What to do:
Each line in the listing below needs to be transcribed exactly.
★ ★ ★ ★ ★
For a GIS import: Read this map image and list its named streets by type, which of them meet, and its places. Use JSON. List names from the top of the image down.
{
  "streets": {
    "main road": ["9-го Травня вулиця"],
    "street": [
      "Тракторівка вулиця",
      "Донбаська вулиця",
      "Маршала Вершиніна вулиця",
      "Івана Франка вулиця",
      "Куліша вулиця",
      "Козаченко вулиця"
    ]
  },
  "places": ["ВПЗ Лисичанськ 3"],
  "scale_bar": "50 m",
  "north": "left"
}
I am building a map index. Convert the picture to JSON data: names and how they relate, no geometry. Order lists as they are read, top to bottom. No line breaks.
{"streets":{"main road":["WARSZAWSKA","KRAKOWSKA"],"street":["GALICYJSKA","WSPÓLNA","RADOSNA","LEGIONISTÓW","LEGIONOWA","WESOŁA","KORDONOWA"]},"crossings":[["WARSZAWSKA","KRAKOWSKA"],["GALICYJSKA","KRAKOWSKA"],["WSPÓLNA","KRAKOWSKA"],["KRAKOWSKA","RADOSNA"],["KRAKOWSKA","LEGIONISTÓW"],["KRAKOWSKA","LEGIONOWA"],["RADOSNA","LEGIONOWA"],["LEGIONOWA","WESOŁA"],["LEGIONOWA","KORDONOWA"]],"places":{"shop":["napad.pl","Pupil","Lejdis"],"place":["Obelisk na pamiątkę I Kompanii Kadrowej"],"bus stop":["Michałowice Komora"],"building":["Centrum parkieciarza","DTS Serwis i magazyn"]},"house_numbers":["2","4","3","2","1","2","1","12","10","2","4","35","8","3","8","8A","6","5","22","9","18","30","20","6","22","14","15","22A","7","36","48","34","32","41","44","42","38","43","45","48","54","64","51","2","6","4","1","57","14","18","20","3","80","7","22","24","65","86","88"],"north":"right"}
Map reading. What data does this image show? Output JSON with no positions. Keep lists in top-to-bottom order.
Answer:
★ ★ ★ ★ ★
Reply to the exercise:
For a GIS import: Read this map image and list its named streets by type, which of them meet, and its places. Use JSON. List names from the top of the image down.
{
  "streets": {
    "main road": ["9-го Травня вулиця"],
    "street": [
      "Тракторівка вулиця",
      "Донбаська вулиця",
      "Маршала Вершиніна вулиця",
      "Івана Франка вулиця",
      "Куліша вулиця",
      "Козаченко вулиця"
    ]
  },
  "places": ["ВПЗ Лисичанськ 3"],
  "scale_bar": "50 m",
  "north": "left"
}
I am building a map index. Convert the picture to JSON data: names and how they relate, no geometry. Order lists as they are read, top to bottom. No line breaks.
{"streets":{"main road":["WARSZAWSKA","KRAKOWSKA"],"street":["GALICYJSKA","WSPÓLNA","RADOSNA","LEGIONISTÓW","LEGIONOWA","WESOŁA","KORDONOWA"]},"crossings":[["WARSZAWSKA","KRAKOWSKA"],["GALICYJSKA","KRAKOWSKA"],["WSPÓLNA","KRAKOWSKA"],["KRAKOWSKA","RADOSNA"],["KRAKOWSKA","LEGIONISTÓW"],["KRAKOWSKA","LEGIONOWA"],["RADOSNA","LEGIONOWA"],["LEGIONOWA","WESOŁA"],["LEGIONOWA","KORDONOWA"]],"places":{"shop":["napad.pl","Pupil","Lejdis"],"place":["Obelisk na pamiątkę I Kompanii Kadrowej"],"bus stop":["Michałowice Komora"],"building":["Centrum parkieciarza","DTS Serwis i magazyn"]},"house_numbers":["2","4","3","2","1","2","1","12","10","2","4","35","8","3","8","8A","6","5","22","9","18","30","20","6","22","14","15","22A","7","36","48","34","32","41","44","42","38","43","45","48","54","64","51","2","6","4","1","57","14","18","20","3","80","7","22","24","65","86","88"],"north":"right"}
Map reading. What data does this image show? Output JSON with no positions. Keep lists in top-to-bottom order.
Answer:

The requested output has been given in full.